Davis wrote for The Atlantic for more than three decades, from 1984 to 2016, and was a contributing editor for much of that time. He also had a high-profile stint at The Village Voice, where he originated an annual jazz critics’ poll that continues today elsewhere and now bears his name. (His influence can also be detected on NPR’s Fresh Air, which is hosted by his widow, Terry Gross, and where he served as the program’s first jazz critic.)
Corby Kummer, a longtime Atlantic staffer who edited Davis, told me that one thing that set Davis apart was how catholic his taste was. “There were no avant-garde novels or musicians or art-house movies he didn’t know, and he knew absolutely everything mainstream,” Kummer said. “He was high-low before ‘high-low’ was a concept. He took everything into account.”
You can see Davis’s breadth in, for example, his 1992 rave review of Seinfeld, which doubles as an erudite history of popular television. “So much in Seinfeld is new to TV, beginning with its acknowledgment of the absurdity in the ordinary, that you tend to forget that it’s based on a premise as old as the medium,” he wrote. Twelve years later, he wrote a moving eulogy for Johnny Cash, “a Christian who didn’t cast stones, a patriot who didn’t play the flag card.”
But Davis’s jazz writing stands out the most, and means the most to me. He came to The Atlantic under the direction of the editor William Whitworth. As my colleagues Cullen Murphy and Scott Stossel wrote in an obituary last year, Whitworth was a serious jazz fan who had also been, in his youth, a serious trumpeter; he eventually chose a journalist’s life over a musician’s. Davis “might have been Bill’s favorite writer,” Kummer told me. The two men would trade album reviews and listen to music together, and Whitworth gave Davis wide latitude to follow his interests.
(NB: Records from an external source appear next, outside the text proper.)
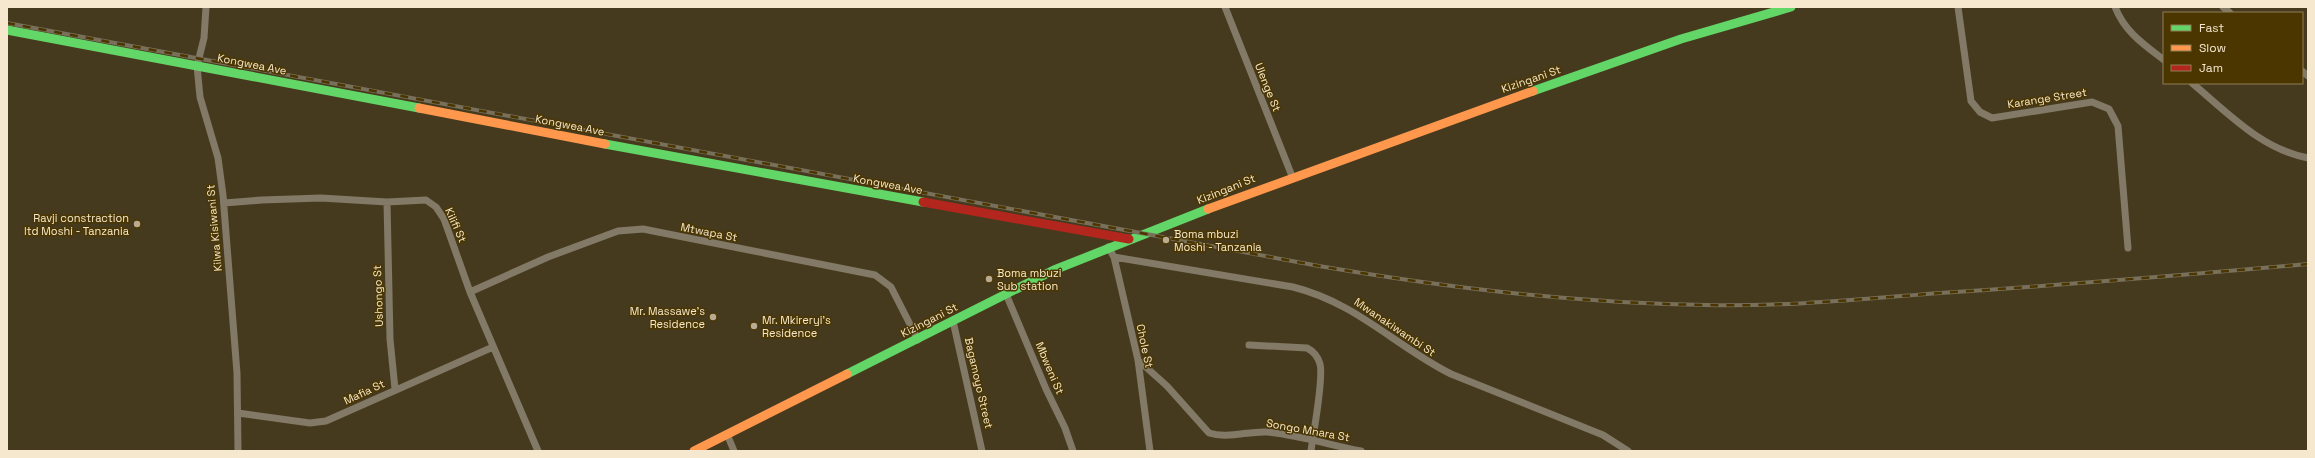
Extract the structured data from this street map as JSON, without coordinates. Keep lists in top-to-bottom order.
{
  "streets": {
    "street": [
      "Kongwea Ave",
      "Kizingani St",
      "Ulenge St",
      "Karange Street",
      "Kilifi St",
      "Kilwa Kisiwani St",
      "Mtwapa St",
      "Ushongo St",
      "Mwanakiwambi St",
      "Chole St",
      "Mbweni St",
      "Bagamoyo Street",
      "Mafia St",
      "Songo Mnara St"
    ]
  },
  "crossings": [
    ["Kongwea Ave", "Kizingani St"],
    ["Kongwea Ave", "Kilwa Kisiwani St"],
    ["Kizingani St", "Ulenge St"],
    ["Kizingani St", "Mtwapa St"],
    ["Kizingani St", "Chole St"],
    ["Kizingani St", "Mbweni St"],
    ["Kizingani St", "Bagamoyo Street"],
    ["Kilifi St", "Kilwa Kisiwani St"],
    ["Kilifi St", "Mtwapa St"],
    ["Kilifi St", "Ushongo St"],
    ["Kilifi St", "Mafia St"],
    ["Kilwa Kisiwani St", "Mafia St"],
    ["Ushongo St", "Mafia St"],
    ["Mwanakiwambi St", "Chole St"],
    ["Chole St", "Songo Mnara St"]
  ],
  "places": [
    "Ravji constraction ltd Moshi - Tanzania",
    "Boma mbuzi Moshi - Tanzania",
    "Boma mbuzi Sub station",
    "Mr. Massawe's Residence",
    "Mr. Mkireryi's Residence"
  ],
  "legend": ["Fast", "Slow", "Jam"]
}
That might help explain how, in the same calendar year, Davis published deep and definitive profiles of Benny Carter, an alto saxophonist who had been recording since the 1920s, and John Zorn, an impish and sometimes earsplitting avant-garde composer who shared little with Carter save the alto sax and the imprecise label of jazz. “Zorn, in short, is exactly the sort of rude, overgrown adolescent you would go out of your way to avoid, if only he weren’t so … well, interesting, important, and influential (at least potentially),” Davis wrote. (Davis’s prediction has borne out: Zorn remains a central and only slightly calmer figure today.)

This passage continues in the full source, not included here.